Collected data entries
---*---

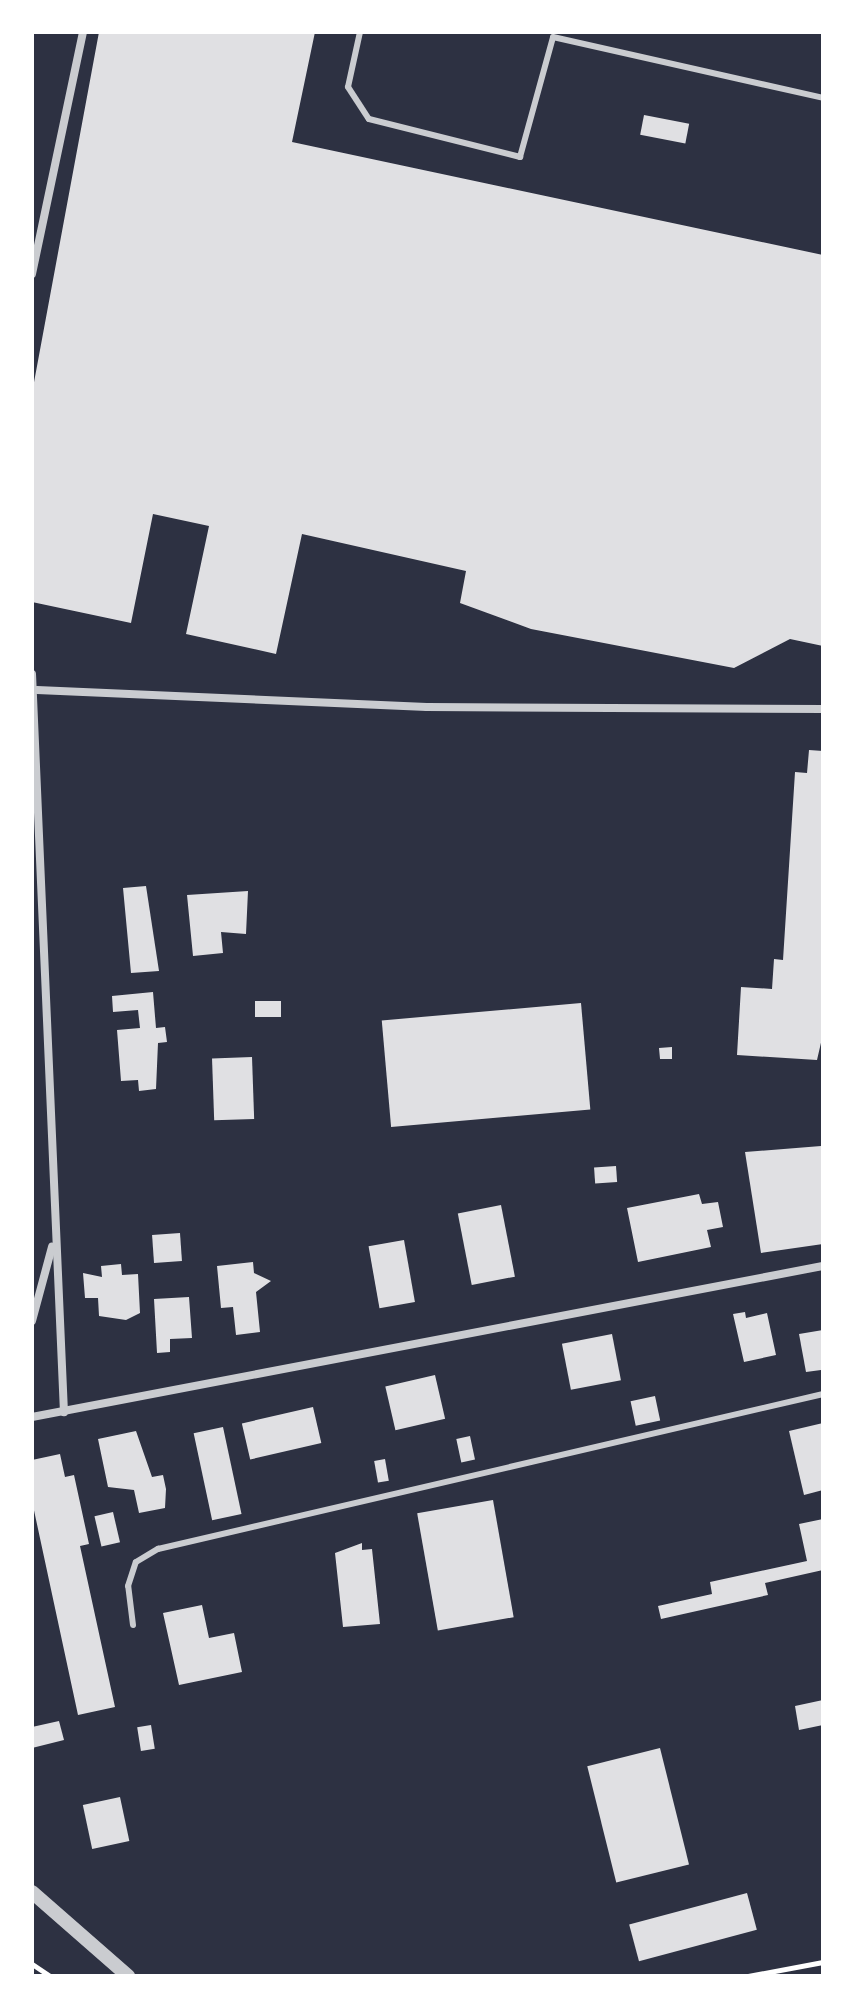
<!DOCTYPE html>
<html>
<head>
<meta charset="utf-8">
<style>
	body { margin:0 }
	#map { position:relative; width:855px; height:2008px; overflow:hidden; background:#2d3142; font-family:Mulish,sans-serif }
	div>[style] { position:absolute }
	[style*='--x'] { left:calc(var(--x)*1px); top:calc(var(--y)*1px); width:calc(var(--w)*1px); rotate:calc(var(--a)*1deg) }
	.building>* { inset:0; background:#e0e0e3; transform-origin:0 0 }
	.path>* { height:5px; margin:-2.5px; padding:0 2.5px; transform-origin:2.5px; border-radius:2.5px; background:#fff }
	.service>* { height:6px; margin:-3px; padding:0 3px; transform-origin:3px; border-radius:3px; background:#caccd0 }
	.minor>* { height:8px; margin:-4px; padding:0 4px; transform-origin:4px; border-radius:4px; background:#caccd0 }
	.tertiary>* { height:14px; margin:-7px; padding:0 7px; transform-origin:7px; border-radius:7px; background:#caccd0 }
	span { translate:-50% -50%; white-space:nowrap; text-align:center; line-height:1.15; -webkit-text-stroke:8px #fff; paint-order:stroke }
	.frame { position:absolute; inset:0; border:34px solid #fff; pointer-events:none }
</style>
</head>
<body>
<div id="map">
	<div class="building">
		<i style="clip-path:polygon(99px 32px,315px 32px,292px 142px,823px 255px,823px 646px,790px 639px,734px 668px,531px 629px,460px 603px,466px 571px,302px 534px,276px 654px,186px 634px,209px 526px,153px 514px,131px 623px,32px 602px,32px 393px)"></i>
		<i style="left:644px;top:115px;width:46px;height:20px;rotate:11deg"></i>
		<i style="clip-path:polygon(809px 750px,823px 751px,823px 1034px,817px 1060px,737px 1055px,741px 987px,772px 989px,774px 959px,783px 960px,795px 772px,807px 773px)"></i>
		<i style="clip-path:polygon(146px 886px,159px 971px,131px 973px,123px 888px)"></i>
		<i style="clip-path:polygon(248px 891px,246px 934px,221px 932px,223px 953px,193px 956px,187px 895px)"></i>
		<i style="clip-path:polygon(153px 992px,156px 1028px,165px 1027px,167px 1042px,158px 1043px,156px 1089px,139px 1091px,138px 1080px,121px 1081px,117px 1030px,140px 1028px,138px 1010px,113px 1012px,112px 996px)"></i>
		<i style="left:281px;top:1001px;width:16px;height:26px;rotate:90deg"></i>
		<i style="left:581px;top:1003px;width:107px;height:200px;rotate:85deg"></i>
		<i style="clip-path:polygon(672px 1047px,672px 1059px,660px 1059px,659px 1048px)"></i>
		<i style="left:252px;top:1057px;width:62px;height:40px;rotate:88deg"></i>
		<i style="clip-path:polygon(821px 1146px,823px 1244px,761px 1253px,745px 1152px)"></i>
		<i style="left:616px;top:1166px;width:16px;height:22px;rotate:86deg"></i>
		<i style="clip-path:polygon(699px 1194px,702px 1204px,718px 1202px,723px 1227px,707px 1230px,711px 1247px,638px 1262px,627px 1208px)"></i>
		<i style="left:501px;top:1205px;width:73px;height:44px;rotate:79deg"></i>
		<i style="left:180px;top:1233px;width:28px;height:28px;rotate:86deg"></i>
		<i style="left:404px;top:1240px;width:63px;height:36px;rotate:80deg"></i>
		<i style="clip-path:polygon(253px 1262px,254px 1273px,271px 1281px,256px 1292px,260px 1332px,236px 1335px,233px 1307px,221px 1308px,217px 1266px)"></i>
		<i style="clip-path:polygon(121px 1264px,122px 1275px,138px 1274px,140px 1313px,126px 1320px,99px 1316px,98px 1298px,85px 1298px,83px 1273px,102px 1277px,101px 1266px)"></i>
		<i style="clip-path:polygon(189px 1297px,192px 1338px,170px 1339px,170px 1352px,157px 1353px,154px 1299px)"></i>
		<i style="clip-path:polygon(745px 1312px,746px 1318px,767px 1313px,776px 1355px,744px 1362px,733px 1314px)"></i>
		<i style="clip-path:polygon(823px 1330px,821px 1370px,806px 1372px,799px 1334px)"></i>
		<i style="left:612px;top:1334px;width:47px;height:51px;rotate:79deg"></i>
		<i style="left:435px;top:1375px;width:45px;height:51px;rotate:77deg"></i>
		<i style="left:655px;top:1396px;width:25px;height:25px;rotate:78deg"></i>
		<i style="left:313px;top:1407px;width:37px;height:73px;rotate:77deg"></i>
		<i style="clip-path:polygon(823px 1423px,823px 1490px,804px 1495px,789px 1431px)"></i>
		<i style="left:223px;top:1427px;width:89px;height:30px;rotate:78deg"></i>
		<i style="clip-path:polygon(136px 1431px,152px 1477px,163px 1475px,166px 1489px,165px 1508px,139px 1513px,134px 1490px,108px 1487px,98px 1439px)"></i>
		<i style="left:470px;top:1436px;width:24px;height:14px;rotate:78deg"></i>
		<i style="clip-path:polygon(60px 1454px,65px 1477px,74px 1475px,89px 1544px,80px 1546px,115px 1707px,78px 1715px,32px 1501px,32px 1460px)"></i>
		<i style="left:385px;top:1459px;width:22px;height:11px;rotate:80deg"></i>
		<i style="left:493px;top:1500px;width:119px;height:77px;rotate:80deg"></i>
		<i style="left:113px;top:1512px;width:31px;height:19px;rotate:77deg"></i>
		<i style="clip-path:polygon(823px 1519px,823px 1570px,765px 1583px,768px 1595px,661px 1619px,658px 1606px,712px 1594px,710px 1582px,807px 1561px,799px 1524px)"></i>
		<i style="clip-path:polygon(362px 1543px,362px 1550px,372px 1549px,380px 1624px,343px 1627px,335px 1553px)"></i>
		<i style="clip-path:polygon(202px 1605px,209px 1638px,234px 1633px,242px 1672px,179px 1685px,163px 1613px)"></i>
		<i style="clip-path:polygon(823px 1700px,823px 1725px,799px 1730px,795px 1706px)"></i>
		<i style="clip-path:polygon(59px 1721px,64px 1740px,32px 1748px,32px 1727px)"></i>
		<i style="left:151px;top:1725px;width:24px;height:14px;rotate:81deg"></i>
		<i style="left:660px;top:1748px;width:120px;height:75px;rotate:76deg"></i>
		<i style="left:120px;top:1797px;width:45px;height:38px;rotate:78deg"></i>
		<i style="left:747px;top:1893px;width:38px;height:122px;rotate:75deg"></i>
	</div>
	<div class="path">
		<i style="--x:32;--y:1964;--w:22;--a:34"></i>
		<i style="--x:748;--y:1976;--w:76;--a:-10.6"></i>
	</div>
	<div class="service">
		<i style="--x:360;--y:32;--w:56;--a:102.3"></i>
		<i style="--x:348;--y:87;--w:38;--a:57"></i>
		<i style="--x:369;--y:119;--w:156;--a:14.1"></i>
		<i style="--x:520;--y:157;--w:124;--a:-74.6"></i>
		<i style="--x:553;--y:37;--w:277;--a:12.7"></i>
		<i style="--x:133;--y:1625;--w:39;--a:-97"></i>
		<i style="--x:128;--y:1586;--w:25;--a:-72"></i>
		<i style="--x:136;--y:1562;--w:26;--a:-31"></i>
		<i style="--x:158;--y:1549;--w:683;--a:-13.12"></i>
	</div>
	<div class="minor">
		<i style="--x:32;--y:274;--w:247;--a:-78.1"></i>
		<i style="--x:32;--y:674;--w:739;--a:87.52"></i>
		<i style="--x:37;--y:690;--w:390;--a:2.5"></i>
		<i style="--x:427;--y:707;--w:396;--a:0.3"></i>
		<i style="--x:32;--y:1321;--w:77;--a:-74.9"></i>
		<i style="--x:32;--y:1417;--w:805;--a:-10.81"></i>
	</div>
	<div class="tertiary">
		<i style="--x:32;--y:1892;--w:128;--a:41.2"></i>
	</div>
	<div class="frame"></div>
</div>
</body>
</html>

---*---

### To do
Could you set down, exactly as written, the lines above between the one holding "position:relative; width:855px; height:2008px;" and the one holding "height:6px; margin:-3px; padding:0", inclusive, and nothing more?

### Reply to the task
	#map { position:relative; width:855px; height:2008px; overflow:hidden; background:#2d3142; font-family:Mulish,sans-serif }
	div>[style] { position:absolute }
	[style*='--x'] { left:calc(var(--x)*1px); top:calc(var(--y)*1px); width:calc(var(--w)*1px); rotate:calc(var(--a)*1deg) }
	.building>* { inset:0; background:#e0e0e3; transform-origin:0 0 }
	.path>* { height:5px; margin:-2.5px; padding:0 2.5px; transform-origin:2.5px; border-radius:2.5px; background:#fff }
	.service>* { height:6px; margin:-3px; padding:0 3px; transform-origin:3px; border-radius:3px; background:#caccd0 }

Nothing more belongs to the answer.